=== Begin Enclosure ===
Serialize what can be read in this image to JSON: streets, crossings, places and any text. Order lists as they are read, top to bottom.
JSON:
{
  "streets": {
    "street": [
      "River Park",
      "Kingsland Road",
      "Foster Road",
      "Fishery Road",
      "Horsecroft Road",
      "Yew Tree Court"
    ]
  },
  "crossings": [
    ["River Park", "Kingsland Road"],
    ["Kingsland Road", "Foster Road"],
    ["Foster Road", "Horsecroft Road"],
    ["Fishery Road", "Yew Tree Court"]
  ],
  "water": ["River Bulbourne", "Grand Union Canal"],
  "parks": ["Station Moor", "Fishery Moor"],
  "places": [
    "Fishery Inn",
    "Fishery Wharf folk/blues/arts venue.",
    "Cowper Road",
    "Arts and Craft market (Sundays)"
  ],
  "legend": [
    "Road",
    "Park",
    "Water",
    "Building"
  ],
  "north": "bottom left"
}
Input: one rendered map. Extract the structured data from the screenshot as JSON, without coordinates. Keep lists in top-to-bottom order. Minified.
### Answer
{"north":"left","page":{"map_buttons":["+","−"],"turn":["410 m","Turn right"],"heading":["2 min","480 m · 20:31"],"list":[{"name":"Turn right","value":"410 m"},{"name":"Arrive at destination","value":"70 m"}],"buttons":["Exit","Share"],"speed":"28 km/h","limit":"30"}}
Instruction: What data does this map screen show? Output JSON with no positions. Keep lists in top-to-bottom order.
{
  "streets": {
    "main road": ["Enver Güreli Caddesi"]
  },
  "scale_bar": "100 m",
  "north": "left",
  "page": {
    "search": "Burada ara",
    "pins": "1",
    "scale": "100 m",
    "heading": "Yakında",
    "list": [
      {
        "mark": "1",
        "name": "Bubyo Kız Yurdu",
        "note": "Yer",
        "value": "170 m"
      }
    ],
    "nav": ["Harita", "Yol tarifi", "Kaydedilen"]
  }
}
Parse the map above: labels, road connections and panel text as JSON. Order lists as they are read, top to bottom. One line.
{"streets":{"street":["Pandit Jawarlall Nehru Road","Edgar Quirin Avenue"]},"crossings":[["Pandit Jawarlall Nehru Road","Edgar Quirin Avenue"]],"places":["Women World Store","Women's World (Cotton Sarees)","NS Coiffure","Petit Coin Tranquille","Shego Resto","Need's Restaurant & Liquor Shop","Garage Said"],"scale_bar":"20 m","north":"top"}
=== End Enclosure ===
* [REQUIRED ACTION]:
All entries are to be printed once more, exactly as given.

* [ANSWER AREA]:
Serialize what can be read in this image to JSON: streets, crossings, places and any text. Order lists as they are read, top to bottom.
JSON:
{
  "streets": {
    "street": [
      "River Park",
      "Kingsland Road",
      "Foster Road",
      "Fishery Road",
      "Horsecroft Road",
      "Yew Tree Court"
    ]
  },
  "crossings": [
    ["River Park", "Kingsland Road"],
    ["Kingsland Road", "Foster Road"],
    ["Foster Road", "Horsecroft Road"],
    ["Fishery Road", "Yew Tree Court"]
  ],
  "water": ["River Bulbourne", "Grand Union Canal"],
  "parks": ["Station Moor", "Fishery Moor"],
  "places": [
    "Fishery Inn",
    "Fishery Wharf folk/blues/arts venue.",
    "Cowper Road",
    "Arts and Craft market (Sundays)"
  ],
  "legend": [
    "Road",
    "Park",
    "Water",
    "Building"
  ],
  "north": "bottom left"
}
Input: one rendered map. Extract the structured data from the screenshot as JSON, without coordinates. Keep lists in top-to-bottom order. Minified.
### Answer
{"north":"left","page":{"map_buttons":["+","−"],"turn":["410 m","Turn right"],"heading":["2 min","480 m · 20:31"],"list":[{"name":"Turn right","value":"410 m"},{"name":"Arrive at destination","value":"70 m"}],"buttons":["Exit","Share"],"speed":"28 km/h","limit":"30"}}
Instruction: What data does this map screen show? Output JSON with no positions. Keep lists in top-to-bottom order.
{
  "streets": {
    "main road": ["Enver Güreli Caddesi"]
  },
  "scale_bar": "100 m",
  "north": "left",
  "page": {
    "search": "Burada ara",
    "pins": "1",
    "scale": "100 m",
    "heading": "Yakında",
    "list": [
      {
        "mark": "1",
        "name": "Bubyo Kız Yurdu",
        "note": "Yer",
        "value": "170 m"
      }
    ],
    "nav": ["Harita", "Yol tarifi", "Kaydedilen"]
  }
}
Parse the map above: labels, road connections and panel text as JSON. Order lists as they are read, top to bottom. One line.
{"streets":{"street":["Pandit Jawarlall Nehru Road","Edgar Quirin Avenue"]},"crossings":[["Pandit Jawarlall Nehru Road","Edgar Quirin Avenue"]],"places":["Women World Store","Women's World (Cotton Sarees)","NS Coiffure","Petit Coin Tranquille","Shego Resto","Need's Restaurant & Liquor Shop","Garage Said"],"scale_bar":"20 m","north":"top"}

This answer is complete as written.